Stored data
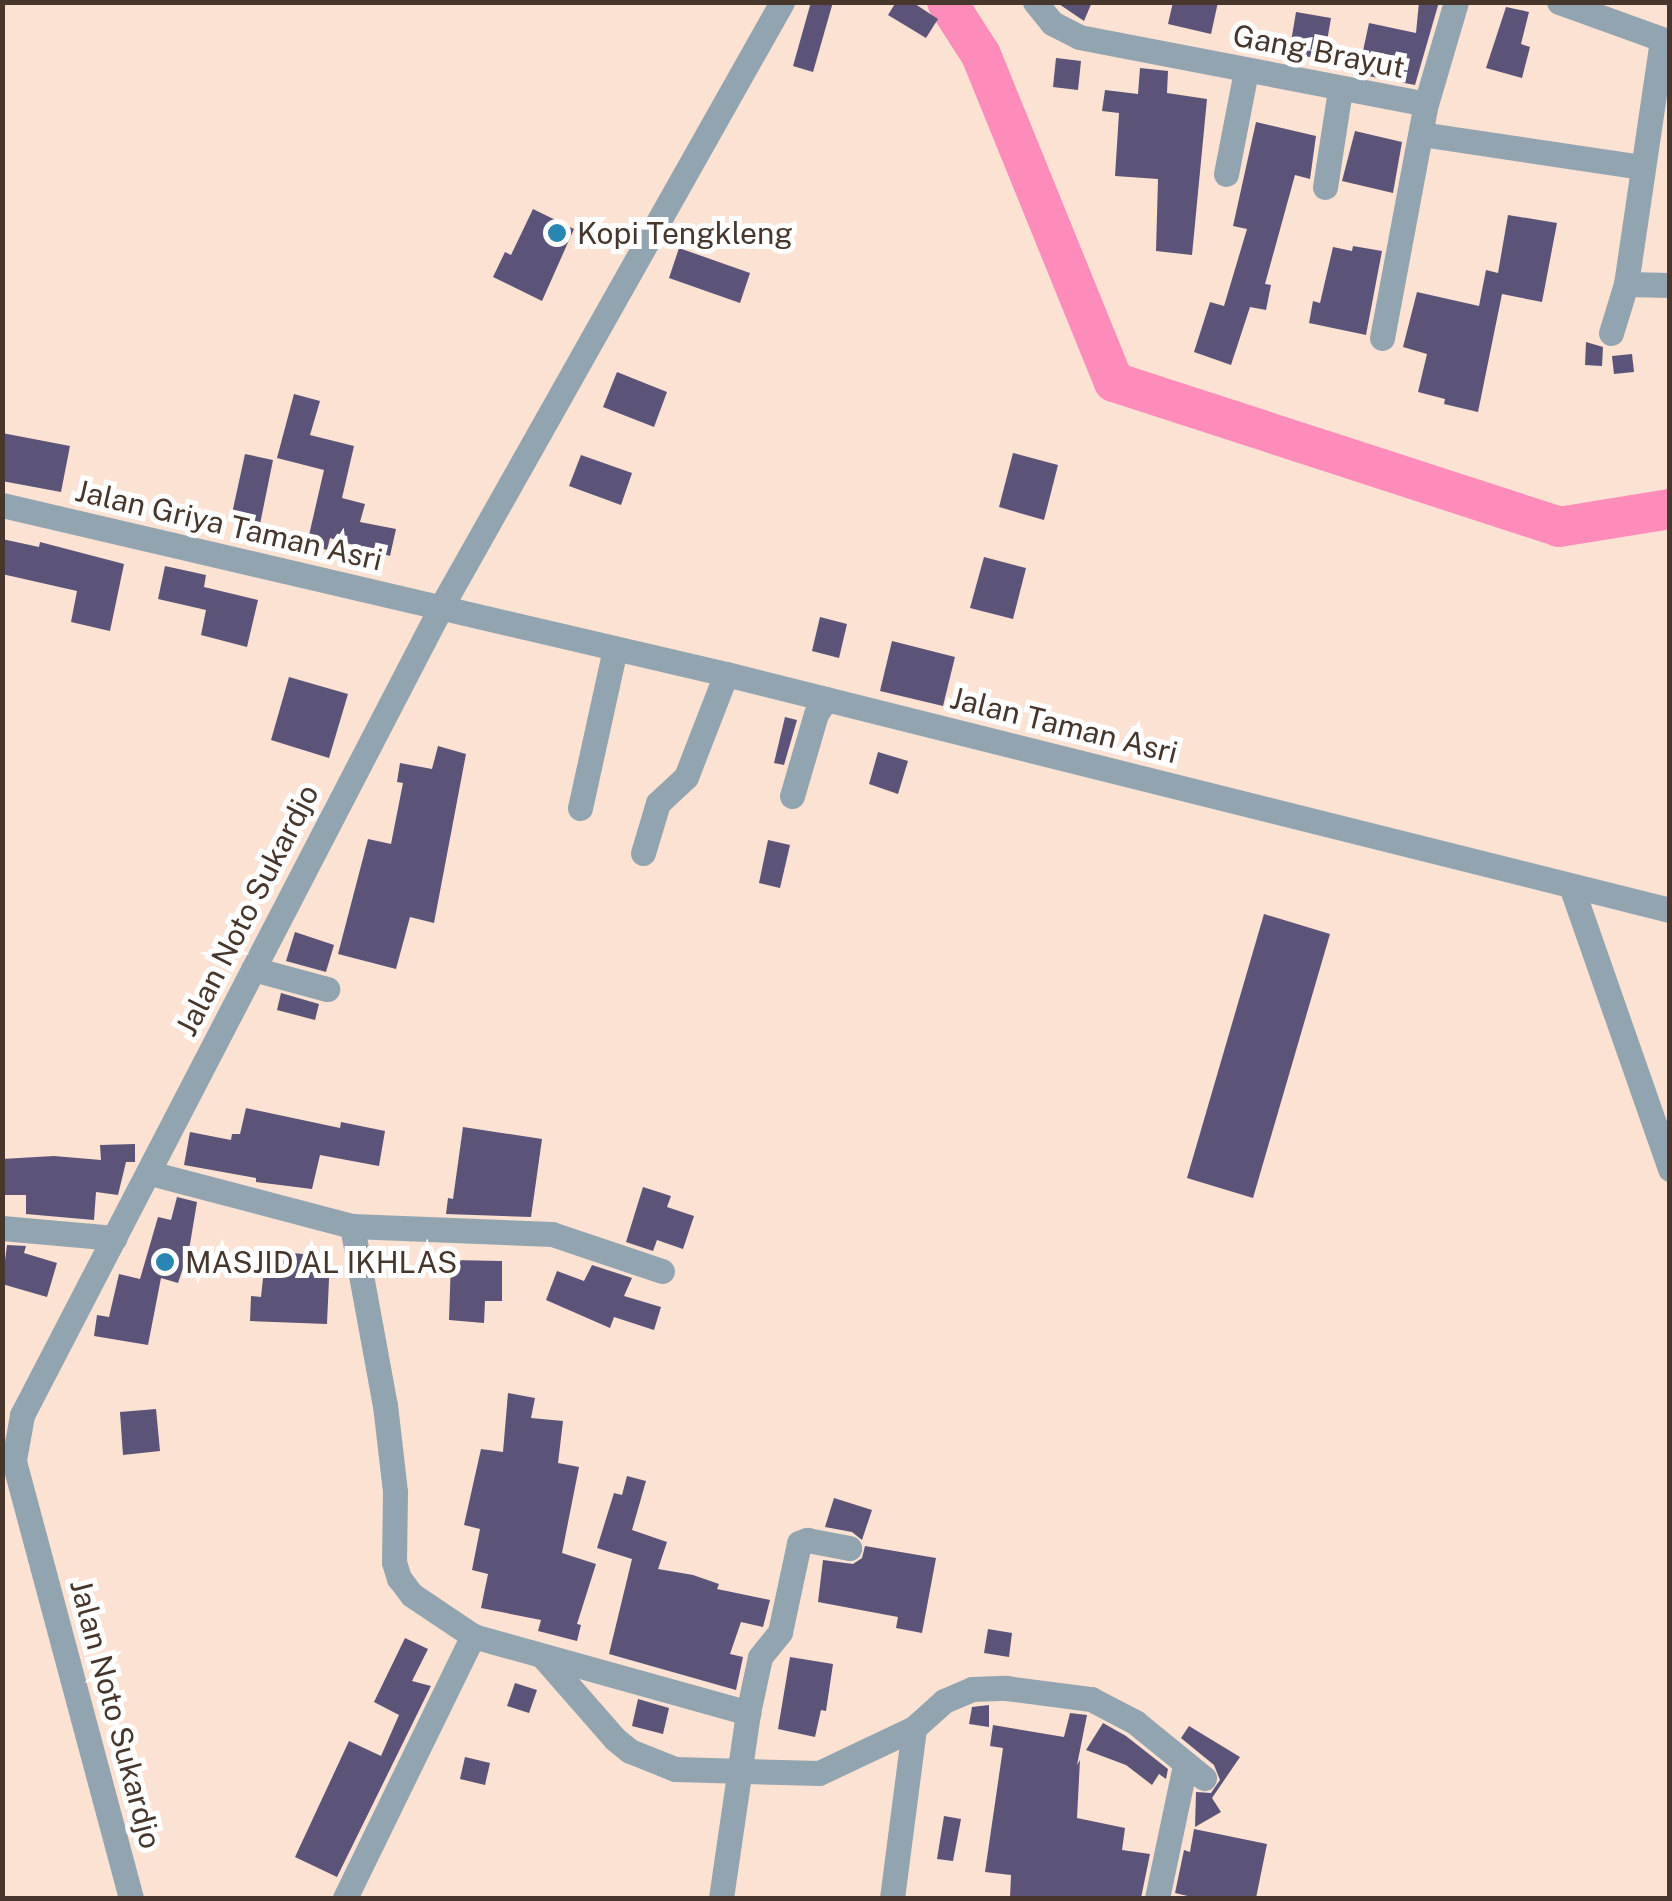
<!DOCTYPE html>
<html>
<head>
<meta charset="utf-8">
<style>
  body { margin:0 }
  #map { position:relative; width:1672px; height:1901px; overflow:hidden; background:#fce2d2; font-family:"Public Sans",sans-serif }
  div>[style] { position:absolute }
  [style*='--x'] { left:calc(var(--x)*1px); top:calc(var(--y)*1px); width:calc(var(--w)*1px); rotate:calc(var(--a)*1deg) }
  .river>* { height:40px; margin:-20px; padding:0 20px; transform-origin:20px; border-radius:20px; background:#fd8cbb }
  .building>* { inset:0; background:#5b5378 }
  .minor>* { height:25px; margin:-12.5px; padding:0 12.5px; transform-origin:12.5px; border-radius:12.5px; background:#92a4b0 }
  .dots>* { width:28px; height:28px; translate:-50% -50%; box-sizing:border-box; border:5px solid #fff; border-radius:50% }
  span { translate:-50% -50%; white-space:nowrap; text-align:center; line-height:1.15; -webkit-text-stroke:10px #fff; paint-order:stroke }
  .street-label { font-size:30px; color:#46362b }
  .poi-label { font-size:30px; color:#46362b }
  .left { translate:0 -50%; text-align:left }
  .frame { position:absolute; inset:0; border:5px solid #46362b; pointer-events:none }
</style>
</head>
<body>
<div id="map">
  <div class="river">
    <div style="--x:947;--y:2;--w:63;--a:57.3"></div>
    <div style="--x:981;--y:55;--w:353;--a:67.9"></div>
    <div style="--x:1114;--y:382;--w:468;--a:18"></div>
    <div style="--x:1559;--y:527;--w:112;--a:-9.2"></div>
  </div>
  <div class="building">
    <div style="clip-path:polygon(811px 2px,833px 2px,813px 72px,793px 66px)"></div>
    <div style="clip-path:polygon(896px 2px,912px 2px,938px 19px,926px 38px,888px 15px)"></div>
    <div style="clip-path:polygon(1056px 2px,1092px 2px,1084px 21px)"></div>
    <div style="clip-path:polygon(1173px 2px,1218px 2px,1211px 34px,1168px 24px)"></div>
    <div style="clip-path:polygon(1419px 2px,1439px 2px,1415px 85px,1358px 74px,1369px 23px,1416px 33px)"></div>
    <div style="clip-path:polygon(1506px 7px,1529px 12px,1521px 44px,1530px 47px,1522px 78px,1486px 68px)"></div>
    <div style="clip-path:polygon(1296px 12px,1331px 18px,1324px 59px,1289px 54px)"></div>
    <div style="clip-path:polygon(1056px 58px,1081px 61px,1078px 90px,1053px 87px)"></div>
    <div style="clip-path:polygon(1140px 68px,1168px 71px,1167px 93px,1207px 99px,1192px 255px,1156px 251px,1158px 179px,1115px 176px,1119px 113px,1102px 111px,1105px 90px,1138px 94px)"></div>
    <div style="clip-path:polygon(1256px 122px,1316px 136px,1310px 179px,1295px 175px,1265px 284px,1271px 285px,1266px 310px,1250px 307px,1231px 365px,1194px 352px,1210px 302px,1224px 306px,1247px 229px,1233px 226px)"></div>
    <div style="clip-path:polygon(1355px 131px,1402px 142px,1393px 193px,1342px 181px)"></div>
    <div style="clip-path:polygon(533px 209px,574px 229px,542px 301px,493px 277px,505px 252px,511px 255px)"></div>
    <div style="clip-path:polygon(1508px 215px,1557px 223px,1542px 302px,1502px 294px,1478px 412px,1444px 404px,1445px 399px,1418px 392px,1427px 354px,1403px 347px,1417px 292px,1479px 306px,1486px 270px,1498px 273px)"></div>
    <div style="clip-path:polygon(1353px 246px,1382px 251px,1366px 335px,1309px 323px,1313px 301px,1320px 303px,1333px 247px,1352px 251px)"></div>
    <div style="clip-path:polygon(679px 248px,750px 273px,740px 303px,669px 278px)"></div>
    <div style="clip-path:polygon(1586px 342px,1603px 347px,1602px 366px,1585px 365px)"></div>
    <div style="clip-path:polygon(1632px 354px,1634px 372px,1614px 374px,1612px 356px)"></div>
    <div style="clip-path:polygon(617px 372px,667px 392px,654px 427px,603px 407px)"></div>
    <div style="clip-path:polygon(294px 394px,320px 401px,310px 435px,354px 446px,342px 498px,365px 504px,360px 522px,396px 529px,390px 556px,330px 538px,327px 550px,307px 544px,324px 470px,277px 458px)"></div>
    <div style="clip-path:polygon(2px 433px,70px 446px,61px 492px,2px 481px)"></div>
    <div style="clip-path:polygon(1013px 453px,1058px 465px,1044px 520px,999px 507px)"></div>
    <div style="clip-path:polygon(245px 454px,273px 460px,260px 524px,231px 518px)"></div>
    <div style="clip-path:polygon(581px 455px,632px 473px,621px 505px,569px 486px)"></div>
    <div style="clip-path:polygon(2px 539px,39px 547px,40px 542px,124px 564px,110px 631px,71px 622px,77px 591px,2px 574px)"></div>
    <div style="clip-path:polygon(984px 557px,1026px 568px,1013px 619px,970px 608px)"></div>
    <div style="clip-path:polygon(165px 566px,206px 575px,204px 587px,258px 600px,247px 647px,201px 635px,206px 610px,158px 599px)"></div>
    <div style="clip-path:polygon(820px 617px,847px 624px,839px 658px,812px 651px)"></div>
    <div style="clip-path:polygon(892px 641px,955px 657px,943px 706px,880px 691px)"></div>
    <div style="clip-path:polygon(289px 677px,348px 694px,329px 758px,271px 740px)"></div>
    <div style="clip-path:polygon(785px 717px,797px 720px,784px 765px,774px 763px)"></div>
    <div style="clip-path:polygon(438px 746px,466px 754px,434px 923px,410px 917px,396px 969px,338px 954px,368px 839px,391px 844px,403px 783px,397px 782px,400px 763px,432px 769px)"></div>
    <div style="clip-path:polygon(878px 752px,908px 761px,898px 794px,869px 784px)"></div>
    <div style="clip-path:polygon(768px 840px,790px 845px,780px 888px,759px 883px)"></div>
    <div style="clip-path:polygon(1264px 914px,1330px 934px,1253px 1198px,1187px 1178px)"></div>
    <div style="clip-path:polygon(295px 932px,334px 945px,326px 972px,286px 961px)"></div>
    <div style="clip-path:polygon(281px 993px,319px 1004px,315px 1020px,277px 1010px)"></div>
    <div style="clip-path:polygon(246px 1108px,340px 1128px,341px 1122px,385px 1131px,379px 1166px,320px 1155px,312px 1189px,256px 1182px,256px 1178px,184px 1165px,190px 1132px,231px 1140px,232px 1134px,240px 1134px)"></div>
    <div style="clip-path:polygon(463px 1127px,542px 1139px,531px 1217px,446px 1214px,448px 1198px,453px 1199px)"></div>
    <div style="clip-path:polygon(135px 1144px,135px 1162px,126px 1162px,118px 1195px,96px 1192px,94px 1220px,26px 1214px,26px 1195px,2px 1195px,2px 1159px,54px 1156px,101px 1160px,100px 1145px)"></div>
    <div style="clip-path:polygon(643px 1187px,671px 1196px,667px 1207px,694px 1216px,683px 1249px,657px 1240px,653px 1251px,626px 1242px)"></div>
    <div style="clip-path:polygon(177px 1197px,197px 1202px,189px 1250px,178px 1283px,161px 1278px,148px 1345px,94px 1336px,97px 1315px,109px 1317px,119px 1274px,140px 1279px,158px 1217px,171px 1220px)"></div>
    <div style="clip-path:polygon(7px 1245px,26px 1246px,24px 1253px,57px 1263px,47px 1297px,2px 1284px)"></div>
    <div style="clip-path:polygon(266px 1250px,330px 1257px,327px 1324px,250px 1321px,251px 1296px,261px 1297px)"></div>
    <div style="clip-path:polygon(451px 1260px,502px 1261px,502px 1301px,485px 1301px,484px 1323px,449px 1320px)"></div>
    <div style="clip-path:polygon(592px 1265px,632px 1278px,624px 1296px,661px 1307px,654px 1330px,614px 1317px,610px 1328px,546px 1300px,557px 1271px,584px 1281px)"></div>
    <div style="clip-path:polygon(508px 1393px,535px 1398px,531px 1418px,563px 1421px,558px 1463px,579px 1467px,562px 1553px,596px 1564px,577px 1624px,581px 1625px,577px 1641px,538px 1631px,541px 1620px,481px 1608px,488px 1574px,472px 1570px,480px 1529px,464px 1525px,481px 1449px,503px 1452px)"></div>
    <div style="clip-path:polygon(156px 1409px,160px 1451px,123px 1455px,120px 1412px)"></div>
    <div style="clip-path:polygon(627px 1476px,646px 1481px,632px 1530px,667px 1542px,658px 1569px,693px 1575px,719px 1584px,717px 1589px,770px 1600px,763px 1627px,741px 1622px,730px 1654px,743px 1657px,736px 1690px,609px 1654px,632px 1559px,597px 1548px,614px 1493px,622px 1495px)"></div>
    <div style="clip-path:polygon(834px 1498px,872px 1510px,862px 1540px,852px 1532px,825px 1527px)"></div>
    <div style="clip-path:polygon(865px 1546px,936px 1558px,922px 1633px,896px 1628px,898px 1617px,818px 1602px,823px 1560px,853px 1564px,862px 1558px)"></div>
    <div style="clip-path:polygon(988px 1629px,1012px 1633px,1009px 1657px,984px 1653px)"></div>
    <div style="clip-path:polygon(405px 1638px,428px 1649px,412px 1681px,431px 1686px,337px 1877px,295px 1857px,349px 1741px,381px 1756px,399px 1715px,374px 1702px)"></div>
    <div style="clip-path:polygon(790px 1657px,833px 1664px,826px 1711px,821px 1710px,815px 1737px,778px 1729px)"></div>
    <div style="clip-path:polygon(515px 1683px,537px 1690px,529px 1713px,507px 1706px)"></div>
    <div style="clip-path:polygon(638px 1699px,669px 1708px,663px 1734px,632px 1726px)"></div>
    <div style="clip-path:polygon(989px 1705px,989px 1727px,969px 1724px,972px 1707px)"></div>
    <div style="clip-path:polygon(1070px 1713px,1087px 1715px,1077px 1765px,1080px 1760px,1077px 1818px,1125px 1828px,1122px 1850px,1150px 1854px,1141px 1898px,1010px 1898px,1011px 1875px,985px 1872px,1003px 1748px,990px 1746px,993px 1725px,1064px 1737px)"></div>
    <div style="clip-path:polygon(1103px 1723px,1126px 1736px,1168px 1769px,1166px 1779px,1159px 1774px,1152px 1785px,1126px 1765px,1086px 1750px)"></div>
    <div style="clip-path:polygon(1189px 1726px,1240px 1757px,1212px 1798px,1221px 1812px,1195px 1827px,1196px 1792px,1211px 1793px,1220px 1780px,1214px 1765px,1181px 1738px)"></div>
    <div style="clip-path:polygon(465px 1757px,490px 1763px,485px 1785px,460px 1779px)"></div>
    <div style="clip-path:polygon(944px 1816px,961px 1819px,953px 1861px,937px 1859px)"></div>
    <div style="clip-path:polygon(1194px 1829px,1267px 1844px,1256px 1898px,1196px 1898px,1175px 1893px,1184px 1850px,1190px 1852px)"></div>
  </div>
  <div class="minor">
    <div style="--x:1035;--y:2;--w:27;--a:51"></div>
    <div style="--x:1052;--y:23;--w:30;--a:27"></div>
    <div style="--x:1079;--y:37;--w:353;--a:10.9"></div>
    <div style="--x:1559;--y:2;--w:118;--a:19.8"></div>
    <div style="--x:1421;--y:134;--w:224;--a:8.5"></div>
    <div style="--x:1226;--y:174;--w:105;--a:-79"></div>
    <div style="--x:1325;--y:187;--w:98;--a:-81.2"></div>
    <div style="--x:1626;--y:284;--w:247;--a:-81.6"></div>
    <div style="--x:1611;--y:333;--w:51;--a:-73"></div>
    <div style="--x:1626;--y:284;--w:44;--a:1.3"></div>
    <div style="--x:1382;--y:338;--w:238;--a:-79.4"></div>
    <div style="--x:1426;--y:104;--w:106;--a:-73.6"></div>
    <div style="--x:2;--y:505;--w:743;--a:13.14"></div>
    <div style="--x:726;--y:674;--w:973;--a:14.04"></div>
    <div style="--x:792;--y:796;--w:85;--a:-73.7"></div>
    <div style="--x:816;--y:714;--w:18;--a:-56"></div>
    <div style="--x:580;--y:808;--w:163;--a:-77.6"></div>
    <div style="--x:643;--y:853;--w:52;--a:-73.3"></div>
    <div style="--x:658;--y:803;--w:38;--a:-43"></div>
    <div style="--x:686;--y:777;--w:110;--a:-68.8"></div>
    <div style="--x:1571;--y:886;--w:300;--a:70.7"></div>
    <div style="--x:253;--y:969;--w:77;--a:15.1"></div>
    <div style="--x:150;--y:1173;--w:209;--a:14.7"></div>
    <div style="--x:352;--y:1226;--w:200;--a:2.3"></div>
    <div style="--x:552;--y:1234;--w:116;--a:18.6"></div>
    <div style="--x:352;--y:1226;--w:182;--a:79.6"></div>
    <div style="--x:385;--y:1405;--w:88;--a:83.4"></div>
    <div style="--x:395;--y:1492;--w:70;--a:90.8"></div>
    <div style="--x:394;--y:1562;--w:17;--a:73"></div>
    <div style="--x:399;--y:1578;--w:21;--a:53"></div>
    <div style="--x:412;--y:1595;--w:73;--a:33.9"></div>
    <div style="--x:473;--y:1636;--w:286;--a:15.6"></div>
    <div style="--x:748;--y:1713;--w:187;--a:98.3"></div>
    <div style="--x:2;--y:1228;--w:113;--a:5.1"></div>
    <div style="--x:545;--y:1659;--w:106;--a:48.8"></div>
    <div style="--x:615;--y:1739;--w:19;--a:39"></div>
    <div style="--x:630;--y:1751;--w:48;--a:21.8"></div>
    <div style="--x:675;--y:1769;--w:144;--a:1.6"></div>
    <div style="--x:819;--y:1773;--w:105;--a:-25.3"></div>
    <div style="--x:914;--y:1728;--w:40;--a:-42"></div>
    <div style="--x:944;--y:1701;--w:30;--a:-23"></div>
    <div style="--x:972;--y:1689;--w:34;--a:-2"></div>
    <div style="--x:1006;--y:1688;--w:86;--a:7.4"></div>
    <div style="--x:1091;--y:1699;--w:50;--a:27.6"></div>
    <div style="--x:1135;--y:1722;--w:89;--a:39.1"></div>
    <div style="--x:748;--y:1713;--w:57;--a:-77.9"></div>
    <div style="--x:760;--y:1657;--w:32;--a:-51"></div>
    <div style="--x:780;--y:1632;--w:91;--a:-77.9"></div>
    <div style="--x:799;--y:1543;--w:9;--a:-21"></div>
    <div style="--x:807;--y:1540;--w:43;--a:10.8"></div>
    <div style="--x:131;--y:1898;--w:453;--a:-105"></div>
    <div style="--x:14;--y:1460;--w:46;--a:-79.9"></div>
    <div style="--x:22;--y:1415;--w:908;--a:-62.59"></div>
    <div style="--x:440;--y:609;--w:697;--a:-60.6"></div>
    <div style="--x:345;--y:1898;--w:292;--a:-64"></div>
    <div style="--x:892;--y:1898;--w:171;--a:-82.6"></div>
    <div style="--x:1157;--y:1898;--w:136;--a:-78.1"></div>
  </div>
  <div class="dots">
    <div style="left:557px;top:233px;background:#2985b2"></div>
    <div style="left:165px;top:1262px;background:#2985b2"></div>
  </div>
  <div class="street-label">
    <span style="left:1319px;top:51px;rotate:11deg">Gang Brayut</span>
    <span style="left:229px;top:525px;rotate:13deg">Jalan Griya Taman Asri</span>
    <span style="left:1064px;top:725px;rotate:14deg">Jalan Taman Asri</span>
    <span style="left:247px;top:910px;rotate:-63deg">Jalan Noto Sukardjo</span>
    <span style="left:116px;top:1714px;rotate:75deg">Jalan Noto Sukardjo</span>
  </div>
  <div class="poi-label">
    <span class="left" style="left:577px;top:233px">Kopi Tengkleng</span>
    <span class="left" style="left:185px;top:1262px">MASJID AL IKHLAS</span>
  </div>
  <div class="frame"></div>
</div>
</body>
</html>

Task prompt>
Start at the top of the entries and repeat each line exactly, ending at the line that contains "width:28px; height:28px; translate:-50%". Pictures are not part of the copy.

Result of the task>
<!DOCTYPE html>
<html>
<head>
<meta charset="utf-8">
<style>
  body { margin:0 }
  #map { position:relative; width:1672px; height:1901px; overflow:hidden; background:#fce2d2; font-family:"Public Sans",sans-serif }
  div>[style] { position:absolute }
  [style*='--x'] { left:calc(var(--x)*1px); top:calc(var(--y)*1px); width:calc(var(--w)*1px); rotate:calc(var(--a)*1deg) }
  .river>* { height:40px; margin:-20px; padding:0 20px; transform-origin:20px; border-radius:20px; background:#fd8cbb }
  .building>* { inset:0; background:#5b5378 }
  .minor>* { height:25px; margin:-12.5px; padding:0 12.5px; transform-origin:12.5px; border-radius:12.5px; background:#92a4b0 }
  .dots>* { width:28px; height:28px; translate:-50% -50%; box-sizing:border-box; border:5px solid #fff; border-radius:50% }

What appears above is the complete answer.